Algebraic Literacy Goals and Outcomes Oct2013 cross referenced

Since these courses diverge from the traditional curriculum, these documents were not sufficient to clarify “what belongs in each course” for shared topics (especially algebra).

So, here is a side by side chart meant to provide some additional clarification.

Math Lit vs Algebraic Lit July2016

 

 

 

 

 

 

 

 

 

 

 

 

 

 

The intent is not to avoid any overlap between the courses, though there is less overlap than the traditional courses (in general).  As an example, many Math Lit courses introduce systems of linear equations; the solution methods are usually limited to numeric (graphing & intersect) and some substitution.  In an algebraic literacy course, the problems would be more diverse and so would the solution methods presented.

Another example is factoring polynomials.  The classic Math Literacy course might cover “GCF” factoring only (pardon the redundancy) … though that is not assumed.  The intent is that Math Literacy avoid most factoring beyond that which is a direct application of the distributive property; Algebraic Literacy picks up most of the factoring concepts necessary.  We note that most ‘needs’ to include factoring are contrived; a deep understanding of functions (the core goal of pre-calculus) does not depend upon all the typical methods presented in the albatross “Intermediate Algebra”.

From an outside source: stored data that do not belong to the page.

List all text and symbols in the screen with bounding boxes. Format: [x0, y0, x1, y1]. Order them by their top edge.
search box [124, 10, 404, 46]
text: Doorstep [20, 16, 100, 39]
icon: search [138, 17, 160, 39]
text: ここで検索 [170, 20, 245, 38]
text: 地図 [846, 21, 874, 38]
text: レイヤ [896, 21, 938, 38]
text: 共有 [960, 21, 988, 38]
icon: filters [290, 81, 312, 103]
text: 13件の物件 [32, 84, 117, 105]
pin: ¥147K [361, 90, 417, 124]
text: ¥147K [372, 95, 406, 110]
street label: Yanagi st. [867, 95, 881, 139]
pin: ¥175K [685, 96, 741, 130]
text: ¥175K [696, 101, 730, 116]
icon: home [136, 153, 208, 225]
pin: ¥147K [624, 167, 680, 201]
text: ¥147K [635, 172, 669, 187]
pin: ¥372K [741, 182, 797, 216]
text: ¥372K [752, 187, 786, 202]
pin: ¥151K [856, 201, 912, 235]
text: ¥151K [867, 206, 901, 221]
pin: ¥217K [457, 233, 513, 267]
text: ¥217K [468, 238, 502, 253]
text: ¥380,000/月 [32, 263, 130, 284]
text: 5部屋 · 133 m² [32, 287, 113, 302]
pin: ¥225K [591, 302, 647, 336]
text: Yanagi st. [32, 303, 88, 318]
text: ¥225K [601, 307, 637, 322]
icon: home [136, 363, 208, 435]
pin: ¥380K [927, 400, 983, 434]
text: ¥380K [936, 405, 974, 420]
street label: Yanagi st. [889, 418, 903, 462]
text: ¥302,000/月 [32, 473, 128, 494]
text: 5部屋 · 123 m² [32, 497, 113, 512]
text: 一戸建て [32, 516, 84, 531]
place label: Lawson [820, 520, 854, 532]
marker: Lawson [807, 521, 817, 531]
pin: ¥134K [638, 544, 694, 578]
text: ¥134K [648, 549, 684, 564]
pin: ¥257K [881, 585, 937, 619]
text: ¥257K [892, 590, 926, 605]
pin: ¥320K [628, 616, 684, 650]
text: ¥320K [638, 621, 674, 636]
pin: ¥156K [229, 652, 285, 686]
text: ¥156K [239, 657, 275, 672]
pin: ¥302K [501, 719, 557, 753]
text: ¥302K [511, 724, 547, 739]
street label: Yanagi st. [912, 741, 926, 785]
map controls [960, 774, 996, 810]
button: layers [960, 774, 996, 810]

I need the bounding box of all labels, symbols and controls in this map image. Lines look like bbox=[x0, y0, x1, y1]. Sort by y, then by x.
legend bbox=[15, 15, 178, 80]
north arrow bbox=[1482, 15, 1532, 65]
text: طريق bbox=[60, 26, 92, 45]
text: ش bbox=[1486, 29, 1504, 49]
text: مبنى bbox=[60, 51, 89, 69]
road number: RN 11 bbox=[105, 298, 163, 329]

A solid Mathematical Literacy course will involve some algebraic manipulation (limited in types as well as in complexity), and these procedures would be further enhanced Algebraic Literacy.  Therefore, the distinction between Math Lit & Algebraic Literacy can not be reduced to a particular ‘problem’ being present in one course but not the other.  We really want to keep the focus on the purposes of each course; see the ‘goals’ part of the course documents listed above.

If you have questions about the distinction between the two new courses, I would be glad to provide any information I have.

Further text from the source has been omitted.